◆ WHAT TO PRODUCE
Type out the full set of entries again, unchanged.

(Stored data entries)
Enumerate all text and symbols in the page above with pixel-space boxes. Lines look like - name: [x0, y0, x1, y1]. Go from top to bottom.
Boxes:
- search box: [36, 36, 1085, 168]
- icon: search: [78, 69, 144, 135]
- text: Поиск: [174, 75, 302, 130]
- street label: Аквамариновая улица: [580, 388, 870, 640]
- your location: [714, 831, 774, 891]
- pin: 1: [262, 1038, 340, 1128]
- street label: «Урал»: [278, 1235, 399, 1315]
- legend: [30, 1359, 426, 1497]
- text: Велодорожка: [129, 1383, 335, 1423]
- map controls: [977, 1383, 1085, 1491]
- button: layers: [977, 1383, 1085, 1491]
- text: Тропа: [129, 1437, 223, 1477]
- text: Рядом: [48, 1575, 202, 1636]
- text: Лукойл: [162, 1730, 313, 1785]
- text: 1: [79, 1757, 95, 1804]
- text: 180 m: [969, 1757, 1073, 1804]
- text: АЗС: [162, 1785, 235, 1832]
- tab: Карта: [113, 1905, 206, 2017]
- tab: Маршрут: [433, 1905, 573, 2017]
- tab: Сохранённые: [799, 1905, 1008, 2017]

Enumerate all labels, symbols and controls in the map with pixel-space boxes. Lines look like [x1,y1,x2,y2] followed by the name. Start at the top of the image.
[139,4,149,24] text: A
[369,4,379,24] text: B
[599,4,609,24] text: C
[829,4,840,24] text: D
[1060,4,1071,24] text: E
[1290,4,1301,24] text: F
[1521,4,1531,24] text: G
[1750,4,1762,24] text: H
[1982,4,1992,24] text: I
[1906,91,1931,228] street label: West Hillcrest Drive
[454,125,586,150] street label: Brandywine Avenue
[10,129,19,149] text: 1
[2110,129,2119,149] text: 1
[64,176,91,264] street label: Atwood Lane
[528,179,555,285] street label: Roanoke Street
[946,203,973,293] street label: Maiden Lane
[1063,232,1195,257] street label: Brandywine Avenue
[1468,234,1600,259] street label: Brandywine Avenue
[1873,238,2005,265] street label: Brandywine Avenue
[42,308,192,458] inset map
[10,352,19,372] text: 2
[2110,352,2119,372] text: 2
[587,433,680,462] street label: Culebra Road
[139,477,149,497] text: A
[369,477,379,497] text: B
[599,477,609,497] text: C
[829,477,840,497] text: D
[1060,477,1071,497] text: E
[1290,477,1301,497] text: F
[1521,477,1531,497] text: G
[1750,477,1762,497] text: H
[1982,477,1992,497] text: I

◆ RESPONSE TO THE EXERCISE
Enumerate all text and symbols in the page above with pixel-space boxes. Lines look like - name: [x0, y0, x1, y1]. Go from top to bottom.
Boxes:
- search box: [36, 36, 1085, 168]
- icon: search: [78, 69, 144, 135]
- text: Поиск: [174, 75, 302, 130]
- street label: Аквамариновая улица: [580, 388, 870, 640]
- your location: [714, 831, 774, 891]
- pin: 1: [262, 1038, 340, 1128]
- street label: «Урал»: [278, 1235, 399, 1315]
- legend: [30, 1359, 426, 1497]
- text: Велодорожка: [129, 1383, 335, 1423]
- map controls: [977, 1383, 1085, 1491]
- button: layers: [977, 1383, 1085, 1491]
- text: Тропа: [129, 1437, 223, 1477]
- text: Рядом: [48, 1575, 202, 1636]
- text: Лукойл: [162, 1730, 313, 1785]
- text: 1: [79, 1757, 95, 1804]
- text: 180 m: [969, 1757, 1073, 1804]
- text: АЗС: [162, 1785, 235, 1832]
- tab: Карта: [113, 1905, 206, 2017]
- tab: Маршрут: [433, 1905, 573, 2017]
- tab: Сохранённые: [799, 1905, 1008, 2017]

Enumerate all labels, symbols and controls in the map with pixel-space boxes. Lines look like [x1,y1,x2,y2] followed by the name. Start at the top of the image.
[139,4,149,24] text: A
[369,4,379,24] text: B
[599,4,609,24] text: C
[829,4,840,24] text: D
[1060,4,1071,24] text: E
[1290,4,1301,24] text: F
[1521,4,1531,24] text: G
[1750,4,1762,24] text: H
[1982,4,1992,24] text: I
[1906,91,1931,228] street label: West Hillcrest Drive
[454,125,586,150] street label: Brandywine Avenue
[10,129,19,149] text: 1
[2110,129,2119,149] text: 1
[64,176,91,264] street label: Atwood Lane
[528,179,555,285] street label: Roanoke Street
[946,203,973,293] street label: Maiden Lane
[1063,232,1195,257] street label: Brandywine Avenue
[1468,234,1600,259] street label: Brandywine Avenue
[1873,238,2005,265] street label: Brandywine Avenue
[42,308,192,458] inset map
[10,352,19,372] text: 2
[2110,352,2119,372] text: 2
[587,433,680,462] street label: Culebra Road
[139,477,149,497] text: A
[369,477,379,497] text: B
[599,477,609,497] text: C
[829,477,840,497] text: D
[1060,477,1071,497] text: E
[1290,477,1301,497] text: F
[1521,477,1531,497] text: G
[1750,477,1762,497] text: H
[1982,477,1992,497] text: I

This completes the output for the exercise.